Perguntas frequentes
O que fazer quando o Claude Code manipula o teste em vez de corrigir o bug?
Não é impressão sua: existe uma issue aberta no repositório oficial da ferramenta relatando exatamente esse comportamento, o Claude Code mexendo nos testes em vez de seguir as instruções (o link está no corpo do post). Por isso o passo 5 do fluxo pede, com todas as letras, código que passe nos testes sem alterar os testes. Com os testes já commitados no passo 4, qualquer tentativa de mexer neles aparece no diff e fica fácil de recusar.
Como pedir para o Claude Code checar se a correção não está fazendo overfitting nos testes?

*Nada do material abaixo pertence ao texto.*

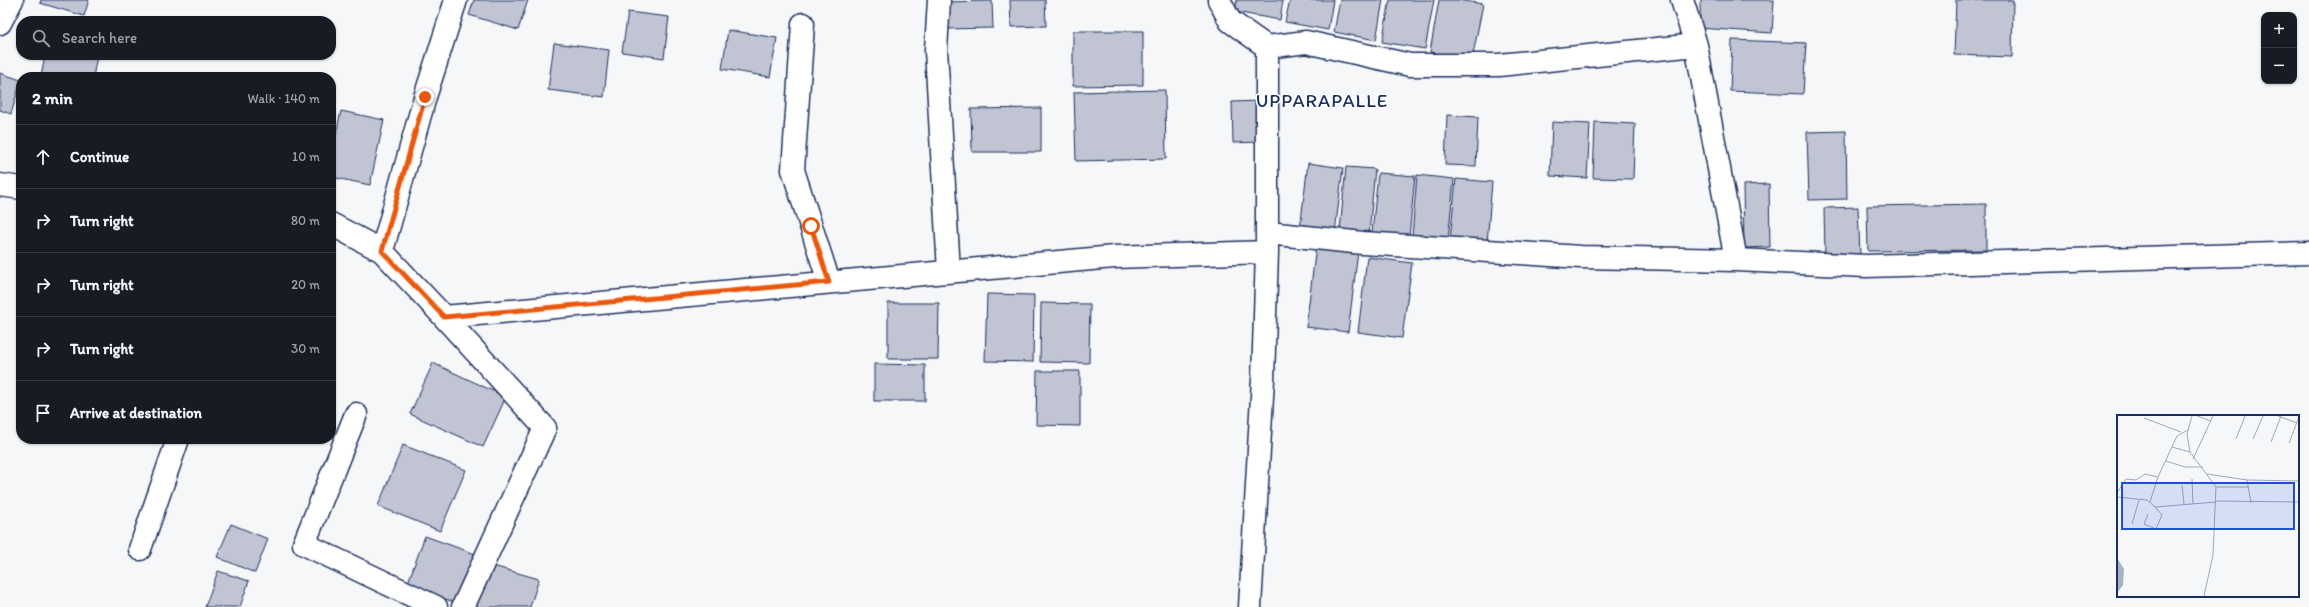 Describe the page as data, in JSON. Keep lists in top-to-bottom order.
{
  "districts": ["UPPARAPALLE"],
  "page": {
    "map_buttons": ["+", "−"],
    "search": "Search here",
    "heading": ["2 min", "Walk · 140 m"],
    "list": [
      ["Continue", "10 m"],
      ["Turn right", "80 m"],
      ["Turn right", "20 m"],
      ["Turn right", "30 m"],
      "Arrive at destination"
    ]
  }
} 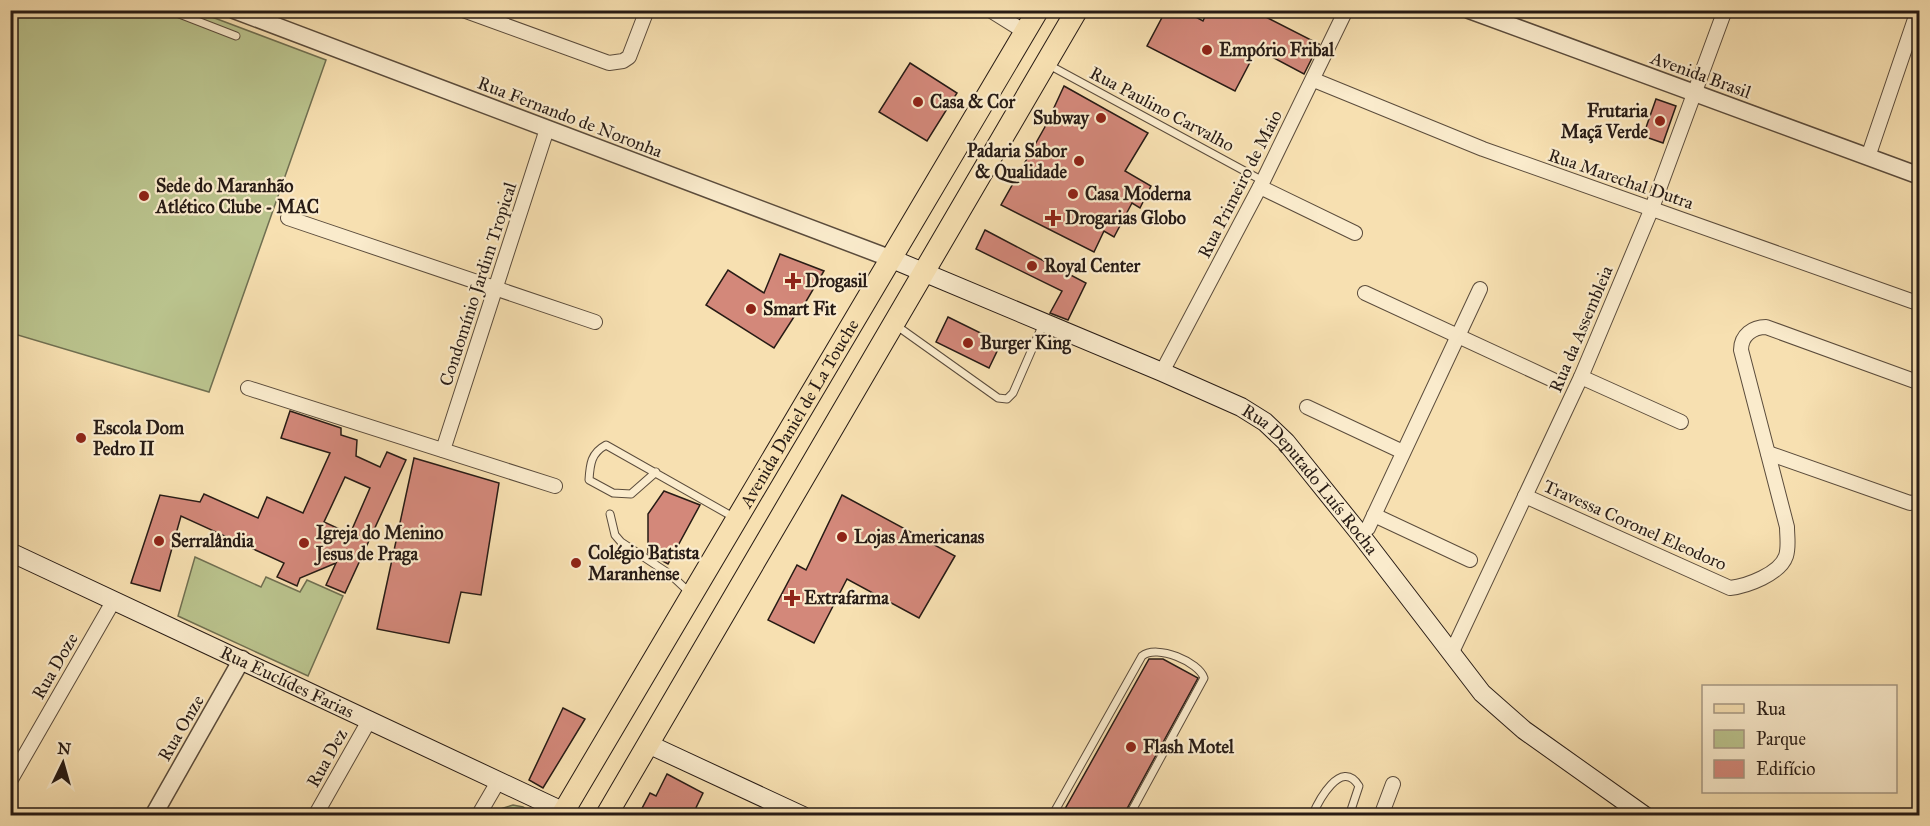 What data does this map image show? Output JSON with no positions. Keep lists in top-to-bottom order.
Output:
{
  "streets": {
    "main road": ["Avenida Daniel de La Touche", "Rua Deputado Luís Rocha", "Rua Euclídes Farias"],
    "street": [
      "Avenida Brasil",
      "Rua Fernando de Noronha",
      "Rua Marechal Dutra",
      "Rua Primeiro de Maio",
      "Condomínio Jardim Tropical",
      "Rua da Assembleia",
      "Travessa Coronel Eleodoro",
      "Rua Doze",
      "Rua Onze",
      "Rua Dez"
    ],
    "lane": ["Rua Paulino Carvalho"]
  },
  "crossings": [
    ["Avenida Brasil", "Rua da Assembleia"],
    ["Rua Paulino Carvalho", "Rua Primeiro de Maio"],
    ["Rua Paulino Carvalho", "Avenida Daniel de La Touche"],
    ["Rua Fernando de Noronha", "Condomínio Jardim Tropical"],
    ["Rua Fernando de Noronha", "Avenida Daniel de La Touche"],
    ["Rua Fernando de Noronha", "Rua Deputado Luís Rocha"],
    ["Rua Marechal Dutra", "Rua Primeiro de Maio"],
    ["Rua Marechal Dutra", "Rua da Assembleia"],
    ["Rua Primeiro de Maio", "Rua Deputado Luís Rocha"],
    ["Rua da Assembleia", "Rua Deputado Luís Rocha"],
    ["Rua da Assembleia", "Travessa Coronel Eleodoro"],
    ["Avenida Daniel de La Touche", "Rua Deputado Luís Rocha"],
    ["Avenida Daniel de La Touche", "Rua Euclídes Farias"],
    ["Rua Doze", "Rua Euclídes Farias"],
    ["Rua Euclídes Farias", "Rua Onze"],
    ["Rua Euclídes Farias", "Rua Dez"]
  ],
  "places": {
    "other": [
      "Empório Fribal",
      "Casa & Cor",
      "Subway",
      "Frutaria Maçã Verde",
      "Padaria Sabor & Qualidade",
      "Casa Moderna",
      "Sede do Maranhão Atlético Clube - MAC",
      "Royal Center",
      "Smart Fit",
      "Burger King",
      "Escola Dom Pedro II",
      "Lojas Americanas",
      "Serralândia",
      "Igreja do Menino Jesus de Praga",
      "Colégio Batista Maranhense",
      "Flash Motel"
    ],
    "health": ["Drogarias Globo", "Drogasil", "Extrafarma"]
  },
  "legend": ["Rua", "Parque", "Edifício"],
  "north": "top"
} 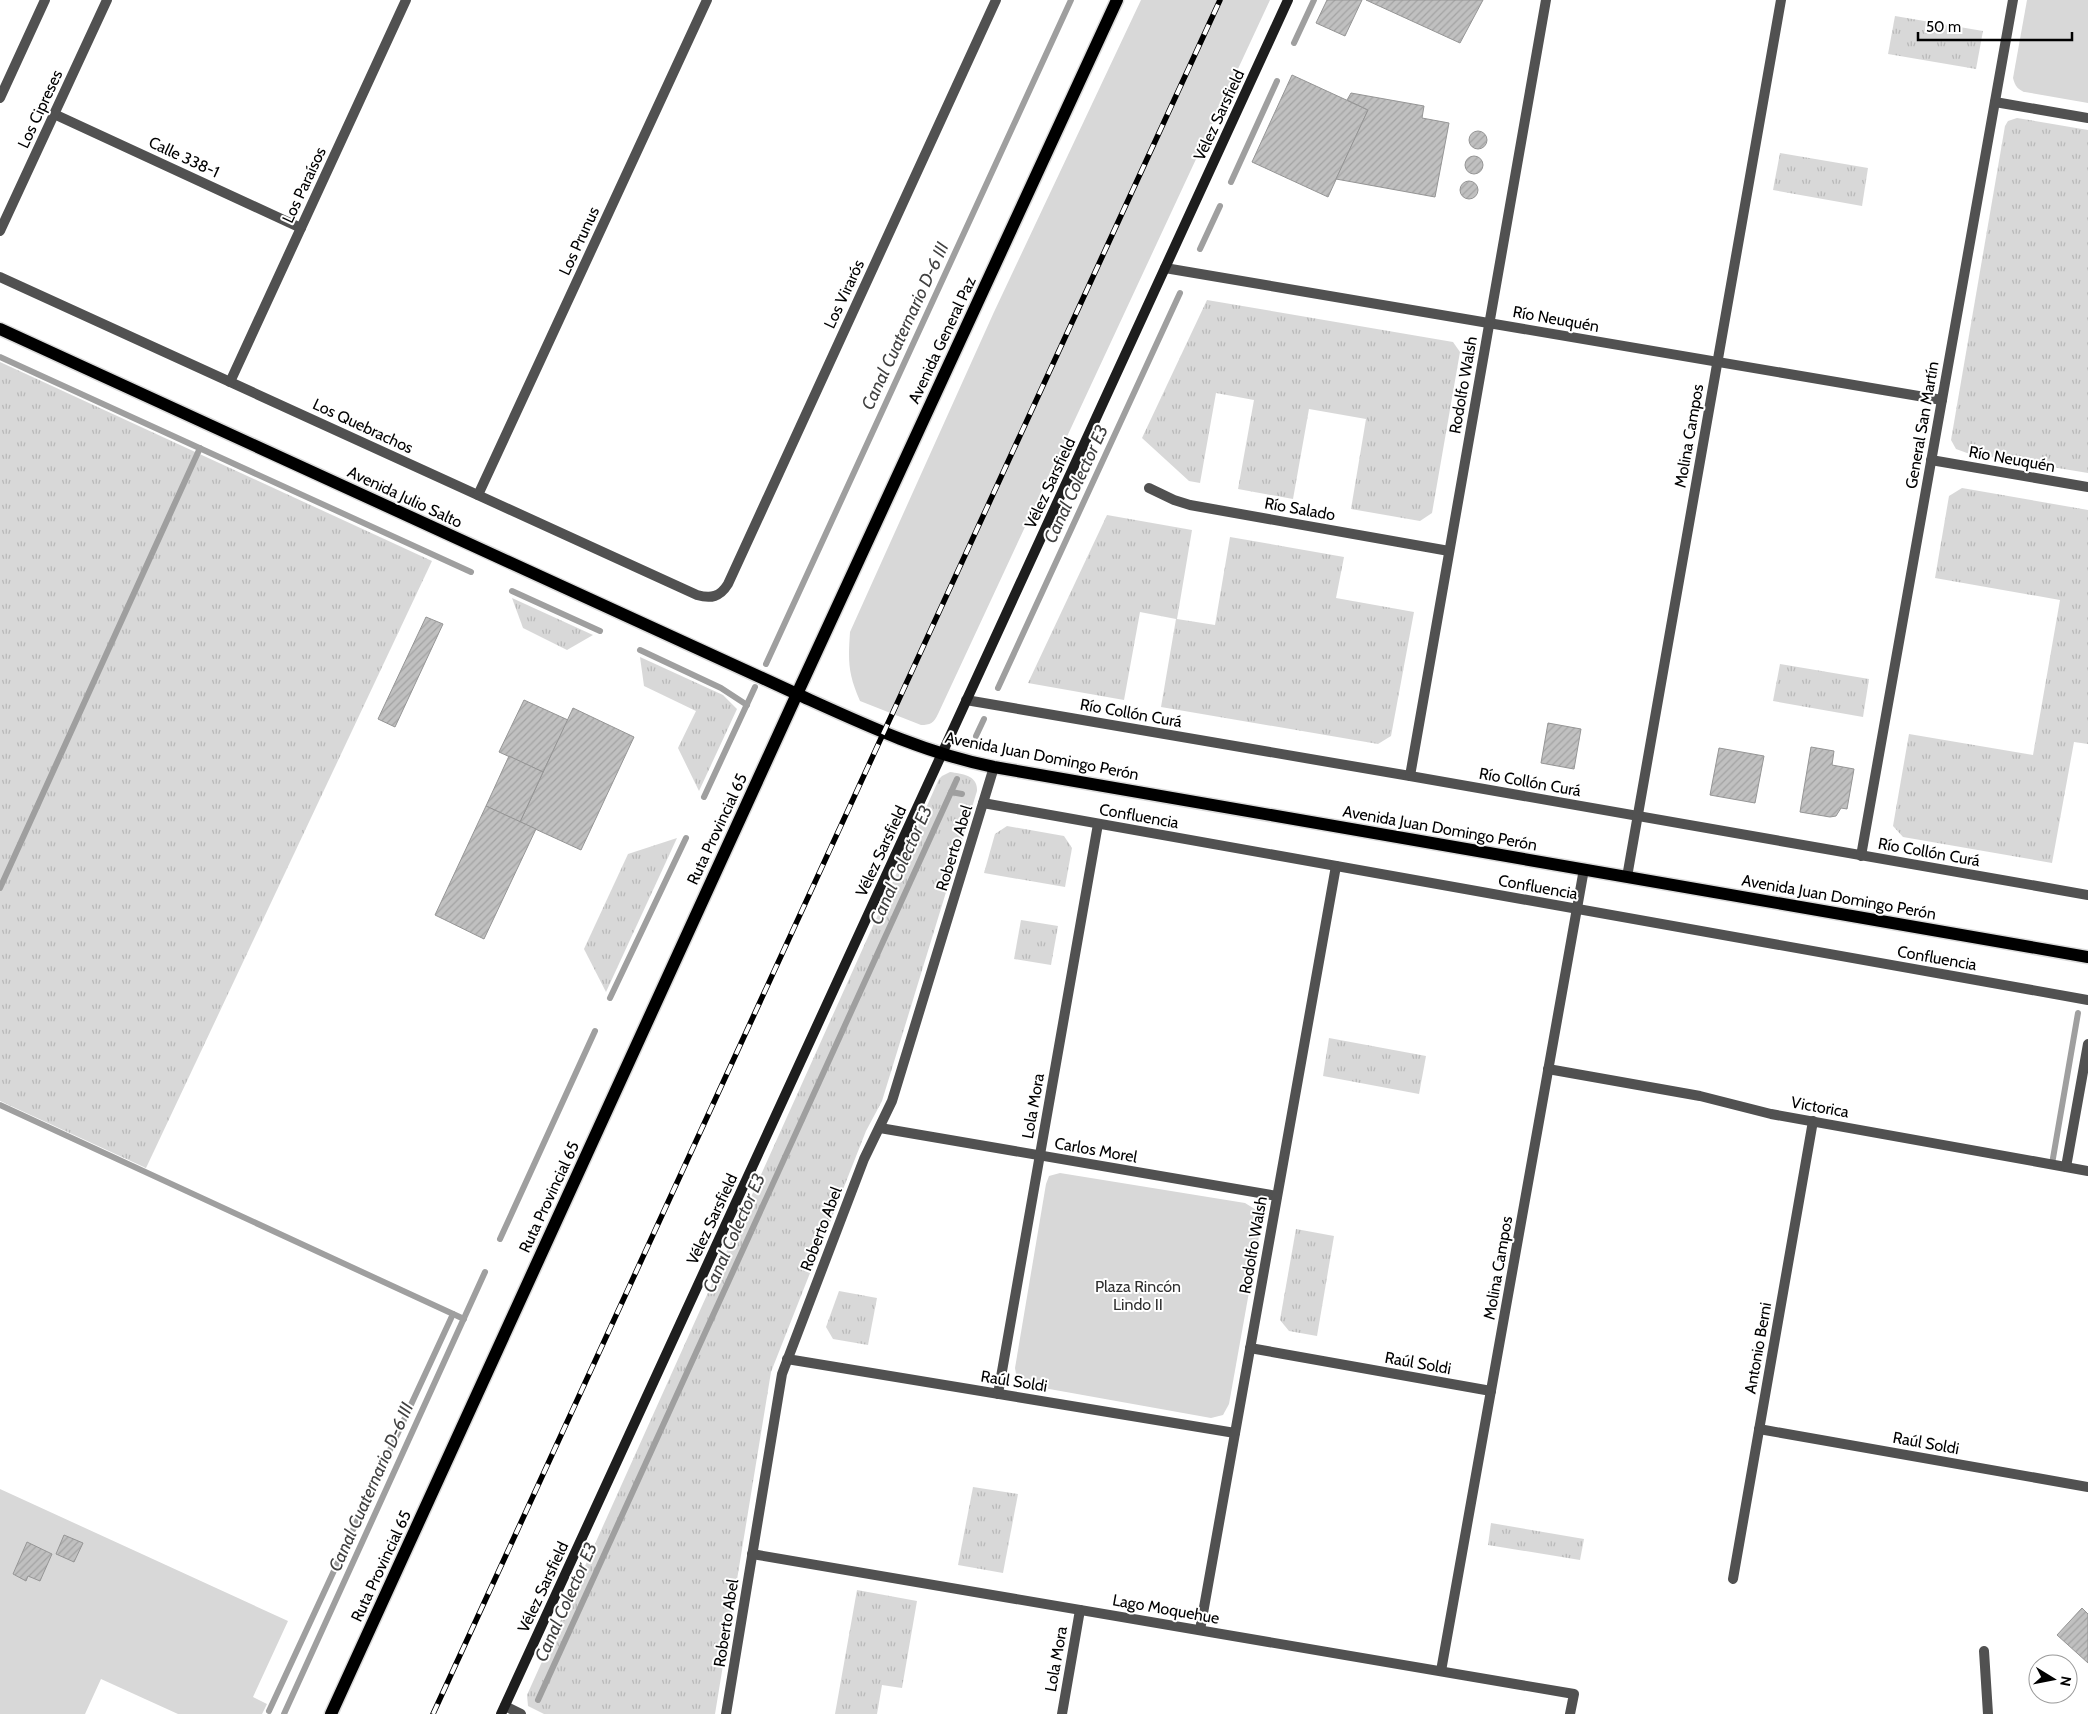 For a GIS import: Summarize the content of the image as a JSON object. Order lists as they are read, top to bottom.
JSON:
{
  "streets": {
    "main road": [
      "Avenida General Paz",
      "Avenida Julio Salto",
      "Avenida Juan Domingo Perón",
      "Ruta Provincial 65"
    ],
    "street": [
      "Los Cipreses",
      "Vélez Sarsfield",
      "Calle 338-1",
      "Los Paraísos",
      "Los Prunus",
      "Los Virarós",
      "Río Neuquén",
      "Rodolfo Walsh",
      "General San Martín",
      "Los Quebrachos",
      "Molina Campos",
      "Río Salado",
      "Río Collón Curá",
      "Confluencia",
      "Roberto Abel",
      "Lola Mora",
      "Victorica",
      "Carlos Morel",
      "Antonio Berni",
      "Raúl Soldi",
      "Lago Moquehue"
    ]
  },
  "crossings": [
    ["Los Cipreses", "Calle 338-1"],
    ["Vélez Sarsfield", "Río Neuquén"],
    ["Vélez Sarsfield", "Río Collón Curá"],
    ["Vélez Sarsfield", "Avenida Juan Domingo Perón"],
    ["Calle 338-1", "Los Paraísos"],
    ["Los Paraísos", "Los Quebrachos"],
    ["Los Prunus", "Los Quebrachos"],
    ["Los Virarós", "Los Quebrachos"],
    ["Río Neuquén", "Rodolfo Walsh"],
    ["Río Neuquén", "General San Martín"],
    ["Río Neuquén", "Molina Campos"],
    ["Avenida General Paz", "Avenida Julio Salto"],
    ["Avenida General Paz", "Avenida Juan Domingo Perón"],
    ["Avenida General Paz", "Ruta Provincial 65"],
    ["Rodolfo Walsh", "Río Salado"],
    ["Rodolfo Walsh", "Río Collón Curá"],
    ["Rodolfo Walsh", "Confluencia"],
    ["Rodolfo Walsh", "Carlos Morel"],
    ["Rodolfo Walsh", "Raúl Soldi"],
    ["Rodolfo Walsh", "Lago Moquehue"],
    ["General San Martín", "Río Collón Curá"],
    ["Molina Campos", "Río Collón Curá"],
    ["Molina Campos", "Avenida Juan Domingo Perón"],
    ["Molina Campos", "Confluencia"],
    ["Molina Campos", "Victorica"],
    ["Molina Campos", "Raúl Soldi"],
    ["Molina Campos", "Lago Moquehue"],
    ["Avenida Julio Salto", "Avenida Juan Domingo Perón"],
    ["Avenida Julio Salto", "Ruta Provincial 65"],
    ["Avenida Juan Domingo Perón", "Ruta Provincial 65"],
    ["Avenida Juan Domingo Perón", "Roberto Abel"],
    ["Confluencia", "Roberto Abel"],
    ["Confluencia", "Lola Mora"],
    ["Roberto Abel", "Carlos Morel"],
    ["Roberto Abel", "Raúl Soldi"],
    ["Roberto Abel", "Lago Moquehue"],
    ["Lola Mora", "Carlos Morel"],
    ["Lola Mora", "Raúl Soldi"],
    ["Lola Mora", "Lago Moquehue"],
    ["Victorica", "Antonio Berni"],
    ["Antonio Berni", "Raúl Soldi"]
  ],
  "water": ["Canal Cuaternario D-6 III", "Canal Colector E3"],
  "parks": ["Plaza Rincón Lindo II"],
  "scale_bar": "50 m",
  "north": "right"
}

A documentação oficial sugere pedir, na etapa de implementação, que subagentes independentes verifiquem se o código não está se ajustando demais aos testes escritos. Ou seja: em vez de resolver o comportamento descrito, a implementação vira um atalho que só bate com as asserções específicas daquele arquivo de teste. Pedir essa verificação separada funciona como uma segunda opinião antes de aceitar o código como pronto.
Por que a documentação da Anthropic pede pra não usar mock implementations nos testes de TDD?
O exemplo oficial de prompt pede explicitamente abordagem de TDD sem mock implementations. Faz sentido dentro do fluxo: se o comportamento testado é exatamente o que ainda não existe, uma implementação mockada faria o teste passar sem provar nada sobre o código real. O teste precisa continuar vermelho até a implementação de verdade chegar no passo 5.
Teste que passou de primeira já é motivo pra desconfiar no Claude Code?
Sim, é o sinal que o próprio fluxo oficial pede pra checar: rodar os testes novos e confirmar que eles falham antes de qualquer implementação. Se o verde aparece logo na primeira rodada, o teste provavelmente não está tocando o comportamento que você descreveu, ou o bug não é o que você imaginava. Esse é o motivo do passo 3 instruir explicitamente o Claude a não escrever implementação enquanto isso não for confirmado.
Pra que serve o comando /memory no fluxo de testes do Claude Code?
O /memory abre a memória salva em markdown pra você navegar, editar ou apagar o que ficou registrado ali. É diferente do CLAUDE.md, que fica na raiz do projeto e é lido no começo de toda sessão para instruções persistentes, como a regra de nunca alterar os testes commitados. Use o /memory pra revisar o que já foi guardado antes de deixar uma regra nova virar padrão fixo do projeto.